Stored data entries
★ ★ ★
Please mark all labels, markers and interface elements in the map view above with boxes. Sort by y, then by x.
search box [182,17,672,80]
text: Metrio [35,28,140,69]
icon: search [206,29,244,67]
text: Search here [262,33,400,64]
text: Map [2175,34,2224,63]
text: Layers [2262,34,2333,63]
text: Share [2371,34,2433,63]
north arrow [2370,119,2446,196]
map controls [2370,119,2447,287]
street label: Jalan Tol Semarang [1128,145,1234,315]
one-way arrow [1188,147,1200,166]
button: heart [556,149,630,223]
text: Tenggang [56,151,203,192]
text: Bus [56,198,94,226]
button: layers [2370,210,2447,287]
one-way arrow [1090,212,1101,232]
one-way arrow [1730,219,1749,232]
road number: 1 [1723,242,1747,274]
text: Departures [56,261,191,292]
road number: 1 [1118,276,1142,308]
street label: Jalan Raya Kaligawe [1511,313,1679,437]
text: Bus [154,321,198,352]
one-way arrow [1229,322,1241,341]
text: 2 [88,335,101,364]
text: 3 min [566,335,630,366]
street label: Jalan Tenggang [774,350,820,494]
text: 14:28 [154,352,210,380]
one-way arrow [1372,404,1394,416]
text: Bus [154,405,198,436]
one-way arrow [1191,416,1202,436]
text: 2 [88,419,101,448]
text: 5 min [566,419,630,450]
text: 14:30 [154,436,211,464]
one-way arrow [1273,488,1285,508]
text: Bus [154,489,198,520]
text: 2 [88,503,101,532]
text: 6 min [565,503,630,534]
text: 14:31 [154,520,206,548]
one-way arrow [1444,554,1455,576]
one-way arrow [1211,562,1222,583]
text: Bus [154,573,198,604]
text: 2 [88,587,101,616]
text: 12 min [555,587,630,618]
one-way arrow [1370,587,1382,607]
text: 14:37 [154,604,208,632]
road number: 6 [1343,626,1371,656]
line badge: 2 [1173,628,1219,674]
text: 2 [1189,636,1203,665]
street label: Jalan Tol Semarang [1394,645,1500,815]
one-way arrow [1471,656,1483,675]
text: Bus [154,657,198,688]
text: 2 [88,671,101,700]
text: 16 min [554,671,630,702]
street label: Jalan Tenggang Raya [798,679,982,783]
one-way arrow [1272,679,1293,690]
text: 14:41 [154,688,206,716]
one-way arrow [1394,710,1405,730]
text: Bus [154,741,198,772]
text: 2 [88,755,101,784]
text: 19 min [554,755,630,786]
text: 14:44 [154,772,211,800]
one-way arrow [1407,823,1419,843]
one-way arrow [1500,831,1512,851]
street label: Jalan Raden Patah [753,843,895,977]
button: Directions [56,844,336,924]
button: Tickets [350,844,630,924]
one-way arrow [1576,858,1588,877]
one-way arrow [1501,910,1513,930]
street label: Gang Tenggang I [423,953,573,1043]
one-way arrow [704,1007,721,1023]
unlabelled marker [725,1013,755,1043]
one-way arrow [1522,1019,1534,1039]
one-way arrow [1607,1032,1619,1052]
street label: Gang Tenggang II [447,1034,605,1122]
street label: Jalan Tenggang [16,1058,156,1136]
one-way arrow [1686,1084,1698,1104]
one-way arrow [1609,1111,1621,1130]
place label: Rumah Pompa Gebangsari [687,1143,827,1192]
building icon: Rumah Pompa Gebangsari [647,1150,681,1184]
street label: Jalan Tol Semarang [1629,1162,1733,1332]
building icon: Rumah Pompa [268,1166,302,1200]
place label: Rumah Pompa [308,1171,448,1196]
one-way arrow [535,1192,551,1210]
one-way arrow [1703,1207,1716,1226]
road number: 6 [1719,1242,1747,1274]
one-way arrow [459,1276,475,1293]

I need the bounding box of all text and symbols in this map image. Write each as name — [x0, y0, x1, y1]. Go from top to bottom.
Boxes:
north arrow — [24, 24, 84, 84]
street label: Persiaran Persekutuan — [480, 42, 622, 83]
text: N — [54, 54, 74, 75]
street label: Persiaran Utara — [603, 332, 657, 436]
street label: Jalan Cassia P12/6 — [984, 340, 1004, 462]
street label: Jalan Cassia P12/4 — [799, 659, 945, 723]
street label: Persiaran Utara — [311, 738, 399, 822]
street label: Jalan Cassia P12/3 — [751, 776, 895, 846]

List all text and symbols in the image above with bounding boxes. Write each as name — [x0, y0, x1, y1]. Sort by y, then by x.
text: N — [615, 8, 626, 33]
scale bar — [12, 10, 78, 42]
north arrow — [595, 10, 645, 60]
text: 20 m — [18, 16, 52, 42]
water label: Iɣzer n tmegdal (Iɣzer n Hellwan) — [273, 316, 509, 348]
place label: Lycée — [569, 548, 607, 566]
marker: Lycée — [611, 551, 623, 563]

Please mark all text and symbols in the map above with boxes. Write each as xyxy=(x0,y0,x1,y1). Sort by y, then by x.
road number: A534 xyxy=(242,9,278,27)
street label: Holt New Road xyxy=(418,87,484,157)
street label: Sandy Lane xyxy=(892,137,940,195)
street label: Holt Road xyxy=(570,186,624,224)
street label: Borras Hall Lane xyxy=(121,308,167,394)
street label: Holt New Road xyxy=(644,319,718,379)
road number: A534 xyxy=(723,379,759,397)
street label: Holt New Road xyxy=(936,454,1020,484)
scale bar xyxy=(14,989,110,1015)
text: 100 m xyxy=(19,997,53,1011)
★ ★ ★
## [ABOUT THIS EXERCISE]
Give the entries again exactly as they stand.

## [EXERCISE SOLUTION]
Please mark all labels, markers and interface elements in the map view above with boxes. Sort by y, then by x.
search box [182,17,672,80]
text: Metrio [35,28,140,69]
icon: search [206,29,244,67]
text: Search here [262,33,400,64]
text: Map [2175,34,2224,63]
text: Layers [2262,34,2333,63]
text: Share [2371,34,2433,63]
north arrow [2370,119,2446,196]
map controls [2370,119,2447,287]
street label: Jalan Tol Semarang [1128,145,1234,315]
one-way arrow [1188,147,1200,166]
button: heart [556,149,630,223]
text: Tenggang [56,151,203,192]
text: Bus [56,198,94,226]
button: layers [2370,210,2447,287]
one-way arrow [1090,212,1101,232]
one-way arrow [1730,219,1749,232]
road number: 1 [1723,242,1747,274]
text: Departures [56,261,191,292]
road number: 1 [1118,276,1142,308]
street label: Jalan Raya Kaligawe [1511,313,1679,437]
text: Bus [154,321,198,352]
one-way arrow [1229,322,1241,341]
text: 2 [88,335,101,364]
text: 3 min [566,335,630,366]
street label: Jalan Tenggang [774,350,820,494]
text: 14:28 [154,352,210,380]
one-way arrow [1372,404,1394,416]
text: Bus [154,405,198,436]
one-way arrow [1191,416,1202,436]
text: 2 [88,419,101,448]
text: 5 min [566,419,630,450]
text: 14:30 [154,436,211,464]
one-way arrow [1273,488,1285,508]
text: Bus [154,489,198,520]
text: 2 [88,503,101,532]
text: 6 min [565,503,630,534]
text: 14:31 [154,520,206,548]
one-way arrow [1444,554,1455,576]
one-way arrow [1211,562,1222,583]
text: Bus [154,573,198,604]
text: 2 [88,587,101,616]
text: 12 min [555,587,630,618]
one-way arrow [1370,587,1382,607]
text: 14:37 [154,604,208,632]
road number: 6 [1343,626,1371,656]
line badge: 2 [1173,628,1219,674]
text: 2 [1189,636,1203,665]
street label: Jalan Tol Semarang [1394,645,1500,815]
one-way arrow [1471,656,1483,675]
text: Bus [154,657,198,688]
text: 2 [88,671,101,700]
text: 16 min [554,671,630,702]
street label: Jalan Tenggang Raya [798,679,982,783]
one-way arrow [1272,679,1293,690]
text: 14:41 [154,688,206,716]
one-way arrow [1394,710,1405,730]
text: Bus [154,741,198,772]
text: 2 [88,755,101,784]
text: 19 min [554,755,630,786]
text: 14:44 [154,772,211,800]
one-way arrow [1407,823,1419,843]
one-way arrow [1500,831,1512,851]
street label: Jalan Raden Patah [753,843,895,977]
button: Directions [56,844,336,924]
button: Tickets [350,844,630,924]
one-way arrow [1576,858,1588,877]
one-way arrow [1501,910,1513,930]
street label: Gang Tenggang I [423,953,573,1043]
one-way arrow [704,1007,721,1023]
unlabelled marker [725,1013,755,1043]
one-way arrow [1522,1019,1534,1039]
one-way arrow [1607,1032,1619,1052]
street label: Gang Tenggang II [447,1034,605,1122]
street label: Jalan Tenggang [16,1058,156,1136]
one-way arrow [1686,1084,1698,1104]
one-way arrow [1609,1111,1621,1130]
place label: Rumah Pompa Gebangsari [687,1143,827,1192]
building icon: Rumah Pompa Gebangsari [647,1150,681,1184]
street label: Jalan Tol Semarang [1629,1162,1733,1332]
building icon: Rumah Pompa [268,1166,302,1200]
place label: Rumah Pompa [308,1171,448,1196]
one-way arrow [535,1192,551,1210]
one-way arrow [1703,1207,1716,1226]
road number: 6 [1719,1242,1747,1274]
one-way arrow [459,1276,475,1293]

I need the bounding box of all text and symbols in this map image. Write each as name — [x0, y0, x1, y1]. Go from top to bottom.
Boxes:
north arrow — [24, 24, 84, 84]
street label: Persiaran Persekutuan — [480, 42, 622, 83]
text: N — [54, 54, 74, 75]
street label: Persiaran Utara — [603, 332, 657, 436]
street label: Jalan Cassia P12/6 — [984, 340, 1004, 462]
street label: Jalan Cassia P12/4 — [799, 659, 945, 723]
street label: Persiaran Utara — [311, 738, 399, 822]
street label: Jalan Cassia P12/3 — [751, 776, 895, 846]

List all text and symbols in the image above with bounding boxes. Write each as name — [x0, y0, x1, y1]. Sort by y, then by x.
text: N — [615, 8, 626, 33]
scale bar — [12, 10, 78, 42]
north arrow — [595, 10, 645, 60]
text: 20 m — [18, 16, 52, 42]
water label: Iɣzer n tmegdal (Iɣzer n Hellwan) — [273, 316, 509, 348]
place label: Lycée — [569, 548, 607, 566]
marker: Lycée — [611, 551, 623, 563]

Please mark all text and symbols in the map above with boxes. Write each as xyxy=(x0,y0,x1,y1). Sort by y, then by x.
road number: A534 xyxy=(242,9,278,27)
street label: Holt New Road xyxy=(418,87,484,157)
street label: Sandy Lane xyxy=(892,137,940,195)
street label: Holt Road xyxy=(570,186,624,224)
street label: Borras Hall Lane xyxy=(121,308,167,394)
street label: Holt New Road xyxy=(644,319,718,379)
road number: A534 xyxy=(723,379,759,397)
street label: Holt New Road xyxy=(936,454,1020,484)
scale bar xyxy=(14,989,110,1015)
text: 100 m xyxy=(19,997,53,1011)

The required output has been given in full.